■ Record extracts:
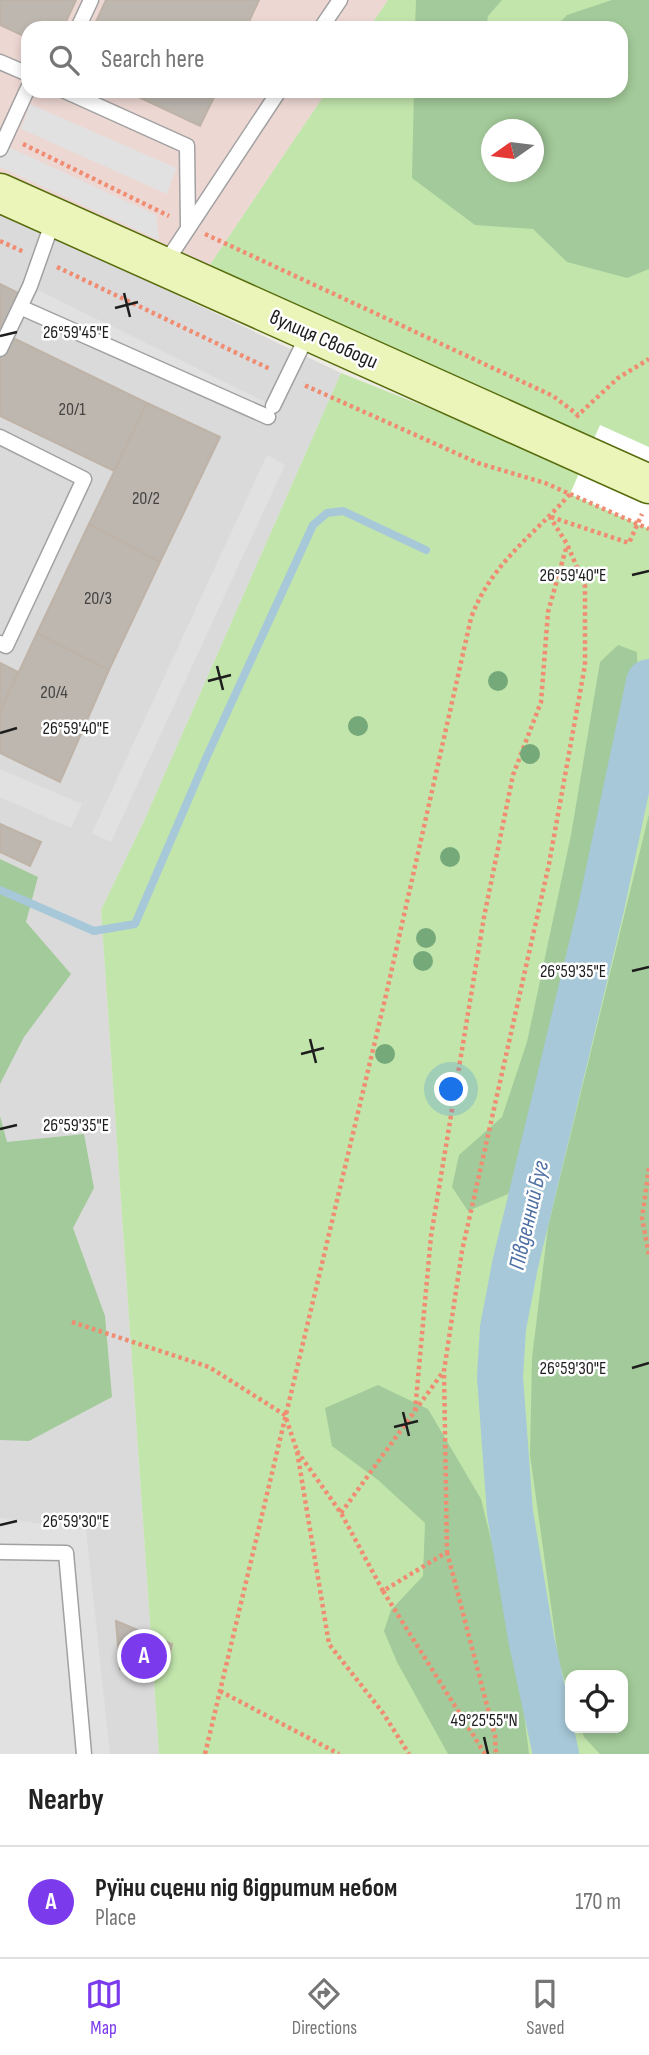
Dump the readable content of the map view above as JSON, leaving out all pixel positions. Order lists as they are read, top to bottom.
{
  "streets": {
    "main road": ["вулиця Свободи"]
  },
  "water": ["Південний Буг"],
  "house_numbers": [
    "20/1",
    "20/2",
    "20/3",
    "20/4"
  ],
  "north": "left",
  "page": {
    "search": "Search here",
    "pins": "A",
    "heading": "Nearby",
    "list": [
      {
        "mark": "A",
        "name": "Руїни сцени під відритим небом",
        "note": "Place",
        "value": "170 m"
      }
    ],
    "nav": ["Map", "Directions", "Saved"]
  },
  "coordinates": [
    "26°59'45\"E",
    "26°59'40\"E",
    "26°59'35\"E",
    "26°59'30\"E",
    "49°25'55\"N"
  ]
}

--

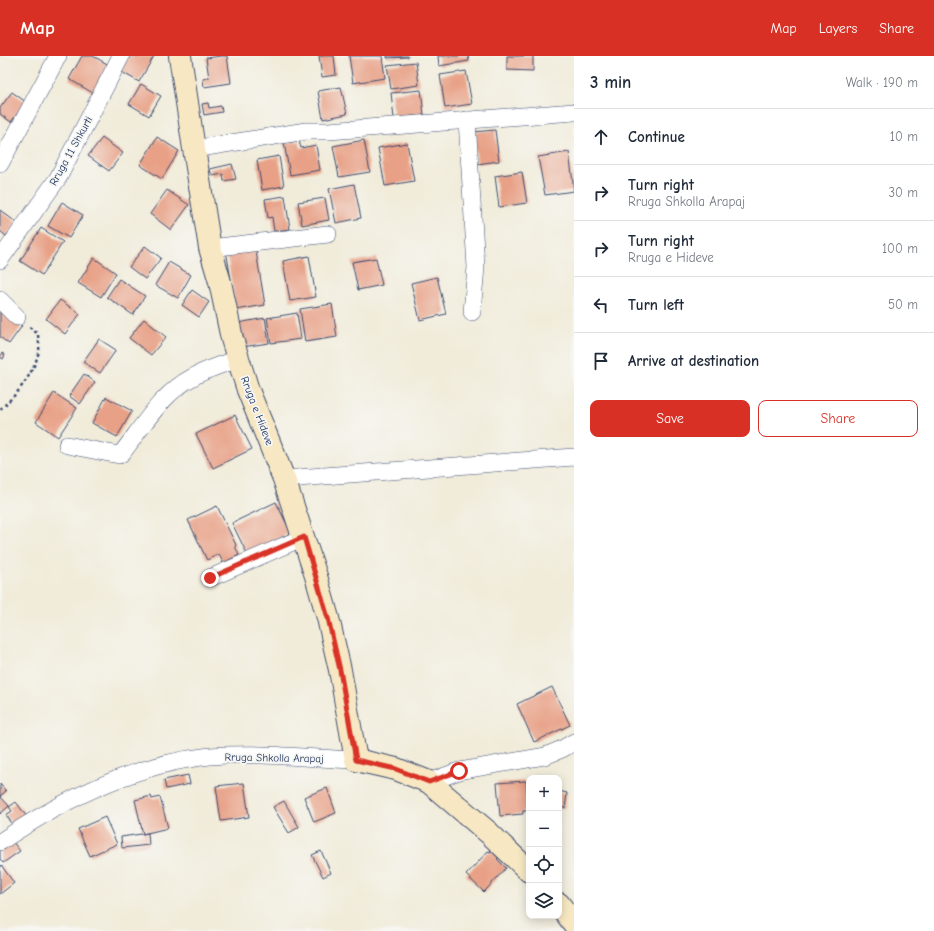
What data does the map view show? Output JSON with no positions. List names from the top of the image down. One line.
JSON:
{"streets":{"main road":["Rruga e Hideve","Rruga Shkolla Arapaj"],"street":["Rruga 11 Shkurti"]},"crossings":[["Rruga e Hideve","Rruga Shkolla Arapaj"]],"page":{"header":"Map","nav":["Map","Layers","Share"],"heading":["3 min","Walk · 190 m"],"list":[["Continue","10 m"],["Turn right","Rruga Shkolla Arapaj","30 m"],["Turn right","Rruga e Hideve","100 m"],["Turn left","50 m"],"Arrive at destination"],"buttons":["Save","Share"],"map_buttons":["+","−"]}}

==

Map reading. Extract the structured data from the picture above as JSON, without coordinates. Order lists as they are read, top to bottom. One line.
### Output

■ What you will do:
Extract every line of the records above that contains the word "from".

■ Result of the task:
What data does the map view show? Output JSON with no positions. List names from the top of the image down. One line.
Map reading. Extract the structured data from the picture above as JSON, without coordinates. Order lists as they are read, top to bottom. One line.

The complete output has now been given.